A simple heap works fine, but a bin will contain the compost and keep it presentable. Many municipalities require compost to be contained in a bin to deter animals. You can make a bin or buy one. Be sure it’s well-ventilated so the composting organisms get the air they need.

Any amount of organic matter will eventually break down, but a larger pile will hold in more warmth and moisture and its materials will decay faster. Aim for a compost pile that is at least 3 feet high and wide.

In dry weather, you may need to water the compost pile to keep it moist—about as damp as a wrung-out sponge, Yiesla said. Turning it with a shovel or garden fork every few weeks will mix it up and let oxygen in to improve decomposition.

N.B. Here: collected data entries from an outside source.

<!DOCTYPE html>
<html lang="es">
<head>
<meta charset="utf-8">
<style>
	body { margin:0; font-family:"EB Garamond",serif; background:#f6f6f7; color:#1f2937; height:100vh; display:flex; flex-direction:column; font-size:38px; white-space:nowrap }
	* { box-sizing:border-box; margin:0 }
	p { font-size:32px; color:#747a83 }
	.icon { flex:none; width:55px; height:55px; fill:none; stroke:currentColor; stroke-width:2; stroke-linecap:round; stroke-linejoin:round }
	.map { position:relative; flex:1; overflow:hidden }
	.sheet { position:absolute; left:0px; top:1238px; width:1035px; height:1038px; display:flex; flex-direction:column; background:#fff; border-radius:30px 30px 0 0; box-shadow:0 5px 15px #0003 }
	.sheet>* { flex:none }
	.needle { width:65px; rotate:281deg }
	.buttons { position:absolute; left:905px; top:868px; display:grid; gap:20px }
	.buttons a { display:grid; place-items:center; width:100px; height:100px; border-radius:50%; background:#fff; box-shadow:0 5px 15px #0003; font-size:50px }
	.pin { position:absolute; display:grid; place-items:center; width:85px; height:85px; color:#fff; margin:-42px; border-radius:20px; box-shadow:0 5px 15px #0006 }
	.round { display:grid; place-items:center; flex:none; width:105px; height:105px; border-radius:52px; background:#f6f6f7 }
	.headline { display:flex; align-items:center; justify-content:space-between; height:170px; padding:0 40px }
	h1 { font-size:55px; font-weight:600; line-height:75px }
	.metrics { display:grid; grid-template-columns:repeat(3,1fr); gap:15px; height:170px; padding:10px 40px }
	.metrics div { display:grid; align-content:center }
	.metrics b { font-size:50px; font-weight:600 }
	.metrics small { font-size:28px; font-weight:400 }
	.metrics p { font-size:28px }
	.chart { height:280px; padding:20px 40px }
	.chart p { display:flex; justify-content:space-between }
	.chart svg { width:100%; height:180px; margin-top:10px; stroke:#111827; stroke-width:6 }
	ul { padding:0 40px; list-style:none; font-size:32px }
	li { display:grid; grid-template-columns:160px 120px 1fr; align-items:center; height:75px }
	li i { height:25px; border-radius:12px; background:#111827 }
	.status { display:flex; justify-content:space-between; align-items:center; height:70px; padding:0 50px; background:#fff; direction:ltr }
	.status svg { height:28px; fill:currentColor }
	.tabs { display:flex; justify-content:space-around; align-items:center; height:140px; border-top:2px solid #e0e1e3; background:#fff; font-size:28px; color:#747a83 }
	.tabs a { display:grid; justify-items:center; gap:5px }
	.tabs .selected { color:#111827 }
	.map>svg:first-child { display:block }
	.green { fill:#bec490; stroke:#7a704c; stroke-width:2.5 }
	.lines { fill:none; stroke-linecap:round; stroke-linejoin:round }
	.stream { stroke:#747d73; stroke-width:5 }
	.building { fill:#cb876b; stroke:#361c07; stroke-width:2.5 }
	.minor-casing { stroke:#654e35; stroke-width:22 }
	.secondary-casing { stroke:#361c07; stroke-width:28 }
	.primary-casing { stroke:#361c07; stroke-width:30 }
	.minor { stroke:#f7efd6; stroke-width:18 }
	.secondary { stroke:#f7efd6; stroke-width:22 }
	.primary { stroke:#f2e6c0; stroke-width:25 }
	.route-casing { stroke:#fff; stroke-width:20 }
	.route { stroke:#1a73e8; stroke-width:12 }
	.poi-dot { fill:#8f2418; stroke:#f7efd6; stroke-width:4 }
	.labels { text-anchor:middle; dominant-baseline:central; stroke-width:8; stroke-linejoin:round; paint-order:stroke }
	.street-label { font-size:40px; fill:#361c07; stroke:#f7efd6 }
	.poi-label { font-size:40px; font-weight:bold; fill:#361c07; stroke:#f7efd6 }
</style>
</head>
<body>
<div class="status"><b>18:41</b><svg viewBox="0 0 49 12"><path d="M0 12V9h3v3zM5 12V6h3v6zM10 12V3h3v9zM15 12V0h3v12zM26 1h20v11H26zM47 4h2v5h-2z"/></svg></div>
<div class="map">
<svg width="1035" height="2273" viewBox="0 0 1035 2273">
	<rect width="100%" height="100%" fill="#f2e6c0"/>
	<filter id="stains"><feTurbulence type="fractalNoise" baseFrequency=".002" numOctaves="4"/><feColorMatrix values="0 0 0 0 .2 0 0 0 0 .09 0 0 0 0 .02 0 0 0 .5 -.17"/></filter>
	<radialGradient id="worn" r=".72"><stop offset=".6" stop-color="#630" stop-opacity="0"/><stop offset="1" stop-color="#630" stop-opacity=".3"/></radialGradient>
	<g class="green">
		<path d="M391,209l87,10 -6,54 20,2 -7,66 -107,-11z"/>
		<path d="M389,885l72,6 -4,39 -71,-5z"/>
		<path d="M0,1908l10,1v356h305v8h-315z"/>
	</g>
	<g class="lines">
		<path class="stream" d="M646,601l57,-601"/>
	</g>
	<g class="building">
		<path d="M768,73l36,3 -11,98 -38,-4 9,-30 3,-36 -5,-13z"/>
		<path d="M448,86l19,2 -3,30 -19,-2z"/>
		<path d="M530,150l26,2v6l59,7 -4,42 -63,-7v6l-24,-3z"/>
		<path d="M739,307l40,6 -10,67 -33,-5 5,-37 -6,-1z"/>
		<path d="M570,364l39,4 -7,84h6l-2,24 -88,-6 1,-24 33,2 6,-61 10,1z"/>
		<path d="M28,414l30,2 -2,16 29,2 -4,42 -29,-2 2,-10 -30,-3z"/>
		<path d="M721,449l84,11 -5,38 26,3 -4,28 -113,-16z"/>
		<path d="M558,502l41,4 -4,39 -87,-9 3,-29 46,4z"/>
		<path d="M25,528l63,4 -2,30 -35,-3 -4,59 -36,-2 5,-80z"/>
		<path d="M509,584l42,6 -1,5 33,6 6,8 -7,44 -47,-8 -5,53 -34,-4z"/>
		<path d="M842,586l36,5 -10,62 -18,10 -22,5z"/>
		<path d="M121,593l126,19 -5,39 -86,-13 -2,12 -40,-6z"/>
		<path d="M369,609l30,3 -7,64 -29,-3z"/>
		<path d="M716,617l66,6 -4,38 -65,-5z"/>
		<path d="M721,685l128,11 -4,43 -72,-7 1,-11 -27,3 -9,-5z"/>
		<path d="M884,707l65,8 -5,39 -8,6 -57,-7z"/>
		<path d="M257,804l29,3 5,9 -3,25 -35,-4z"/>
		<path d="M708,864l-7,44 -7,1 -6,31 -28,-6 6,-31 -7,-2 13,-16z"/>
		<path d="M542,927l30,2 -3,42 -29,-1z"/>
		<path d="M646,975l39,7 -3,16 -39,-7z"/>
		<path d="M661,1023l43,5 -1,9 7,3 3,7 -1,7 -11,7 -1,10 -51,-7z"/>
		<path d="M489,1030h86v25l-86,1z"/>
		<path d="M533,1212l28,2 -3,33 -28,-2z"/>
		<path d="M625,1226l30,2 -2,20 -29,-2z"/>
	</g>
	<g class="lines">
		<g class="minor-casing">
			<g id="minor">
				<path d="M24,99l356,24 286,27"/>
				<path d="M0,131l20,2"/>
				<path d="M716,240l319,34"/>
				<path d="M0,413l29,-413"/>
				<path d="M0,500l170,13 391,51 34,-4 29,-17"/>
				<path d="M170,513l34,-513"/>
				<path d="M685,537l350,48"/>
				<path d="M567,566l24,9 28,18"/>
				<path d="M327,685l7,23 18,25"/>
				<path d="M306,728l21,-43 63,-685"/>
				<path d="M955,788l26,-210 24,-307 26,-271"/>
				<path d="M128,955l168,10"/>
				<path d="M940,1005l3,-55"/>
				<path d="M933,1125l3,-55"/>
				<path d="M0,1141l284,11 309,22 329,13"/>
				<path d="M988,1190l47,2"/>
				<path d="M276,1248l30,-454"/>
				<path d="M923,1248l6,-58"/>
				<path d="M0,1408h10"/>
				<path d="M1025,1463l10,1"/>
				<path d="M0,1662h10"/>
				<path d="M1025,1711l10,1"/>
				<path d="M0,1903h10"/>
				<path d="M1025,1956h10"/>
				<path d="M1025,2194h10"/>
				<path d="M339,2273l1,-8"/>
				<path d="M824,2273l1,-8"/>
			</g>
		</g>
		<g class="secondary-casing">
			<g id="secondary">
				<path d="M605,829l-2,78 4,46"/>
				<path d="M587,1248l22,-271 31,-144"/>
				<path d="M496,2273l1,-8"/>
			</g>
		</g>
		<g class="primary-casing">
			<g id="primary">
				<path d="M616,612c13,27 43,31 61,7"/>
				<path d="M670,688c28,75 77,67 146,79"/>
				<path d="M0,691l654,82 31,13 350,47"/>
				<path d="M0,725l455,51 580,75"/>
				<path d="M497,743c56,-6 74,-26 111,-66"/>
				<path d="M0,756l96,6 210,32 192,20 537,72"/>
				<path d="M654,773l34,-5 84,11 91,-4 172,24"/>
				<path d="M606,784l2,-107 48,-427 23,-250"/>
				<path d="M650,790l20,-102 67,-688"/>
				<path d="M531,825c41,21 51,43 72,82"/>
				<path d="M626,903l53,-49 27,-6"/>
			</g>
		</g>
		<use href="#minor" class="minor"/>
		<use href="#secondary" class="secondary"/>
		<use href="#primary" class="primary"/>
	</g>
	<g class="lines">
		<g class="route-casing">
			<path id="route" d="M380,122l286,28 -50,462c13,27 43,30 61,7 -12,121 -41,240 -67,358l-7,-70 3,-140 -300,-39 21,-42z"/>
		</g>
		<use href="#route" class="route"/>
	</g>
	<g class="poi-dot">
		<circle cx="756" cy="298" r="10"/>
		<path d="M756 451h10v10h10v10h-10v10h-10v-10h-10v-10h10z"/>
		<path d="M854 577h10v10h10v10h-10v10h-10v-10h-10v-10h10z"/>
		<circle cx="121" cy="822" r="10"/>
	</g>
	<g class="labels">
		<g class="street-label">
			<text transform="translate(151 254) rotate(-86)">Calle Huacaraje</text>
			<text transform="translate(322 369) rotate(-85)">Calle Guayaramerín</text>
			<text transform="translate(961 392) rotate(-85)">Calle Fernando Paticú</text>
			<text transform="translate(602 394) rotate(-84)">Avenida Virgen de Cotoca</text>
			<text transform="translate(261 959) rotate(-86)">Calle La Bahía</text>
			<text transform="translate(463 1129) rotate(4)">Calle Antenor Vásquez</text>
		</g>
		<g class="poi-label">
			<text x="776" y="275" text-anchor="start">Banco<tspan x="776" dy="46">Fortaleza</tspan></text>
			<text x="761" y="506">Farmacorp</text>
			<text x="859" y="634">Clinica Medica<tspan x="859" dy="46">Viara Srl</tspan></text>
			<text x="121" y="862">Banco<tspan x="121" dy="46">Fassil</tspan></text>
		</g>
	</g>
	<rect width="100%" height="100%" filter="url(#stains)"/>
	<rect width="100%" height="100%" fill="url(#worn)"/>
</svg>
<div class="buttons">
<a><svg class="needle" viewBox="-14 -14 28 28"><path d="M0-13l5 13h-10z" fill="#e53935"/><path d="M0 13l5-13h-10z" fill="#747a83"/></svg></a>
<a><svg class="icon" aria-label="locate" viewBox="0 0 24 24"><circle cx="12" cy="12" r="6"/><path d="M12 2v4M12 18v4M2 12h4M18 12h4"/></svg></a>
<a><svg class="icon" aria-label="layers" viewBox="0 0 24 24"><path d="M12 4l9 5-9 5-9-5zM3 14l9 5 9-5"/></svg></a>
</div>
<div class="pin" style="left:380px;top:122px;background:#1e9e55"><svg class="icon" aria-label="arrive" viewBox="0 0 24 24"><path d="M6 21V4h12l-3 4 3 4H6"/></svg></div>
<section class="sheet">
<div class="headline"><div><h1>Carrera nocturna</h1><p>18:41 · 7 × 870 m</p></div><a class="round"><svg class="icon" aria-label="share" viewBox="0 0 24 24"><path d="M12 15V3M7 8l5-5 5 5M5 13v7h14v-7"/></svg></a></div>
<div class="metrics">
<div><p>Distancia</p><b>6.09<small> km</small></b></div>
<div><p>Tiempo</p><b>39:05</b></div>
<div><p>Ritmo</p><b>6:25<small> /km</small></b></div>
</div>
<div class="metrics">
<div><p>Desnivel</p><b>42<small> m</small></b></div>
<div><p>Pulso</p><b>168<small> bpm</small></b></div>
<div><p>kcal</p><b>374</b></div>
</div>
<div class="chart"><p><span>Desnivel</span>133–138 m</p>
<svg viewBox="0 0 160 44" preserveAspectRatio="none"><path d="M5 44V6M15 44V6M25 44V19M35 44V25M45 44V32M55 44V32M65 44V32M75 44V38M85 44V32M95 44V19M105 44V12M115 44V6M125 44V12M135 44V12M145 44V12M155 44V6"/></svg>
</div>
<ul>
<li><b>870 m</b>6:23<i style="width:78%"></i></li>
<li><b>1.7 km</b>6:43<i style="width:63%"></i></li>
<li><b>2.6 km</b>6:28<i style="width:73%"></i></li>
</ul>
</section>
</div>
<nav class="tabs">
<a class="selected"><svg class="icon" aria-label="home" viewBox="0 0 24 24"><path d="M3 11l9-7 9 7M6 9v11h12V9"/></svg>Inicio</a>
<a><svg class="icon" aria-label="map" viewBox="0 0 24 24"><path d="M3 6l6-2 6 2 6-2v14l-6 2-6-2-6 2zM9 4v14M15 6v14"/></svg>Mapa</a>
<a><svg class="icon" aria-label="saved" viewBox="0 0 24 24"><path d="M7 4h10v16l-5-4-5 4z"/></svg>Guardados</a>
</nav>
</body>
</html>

If a compost pile starts to smell, it’s because not enough oxygen is reaching the composting organisms in the interior. The solution is to turn the pile to let air in.

When compost is ready to use after a few months, it will be dark brown and crumbly, with an earthy, pleasant smell. Usually, the center of the pile breaks down first. Harvest the finished compost and return any materials that aren’t yet decomposed to the pile to keep decaying.

“There are many uses for compost,” Yiesla said. Use it as a surface mulch around trees, shrubs and perennials, or scatter it on the lawn to improve the soil. Dig it into the soil of a new planting bed, or add some to the hole when planting a new perennial.

As you continually make and add your homemade compost to your garden soil, you will steadily improve it, just as nature has been making and improving soil for millions of years.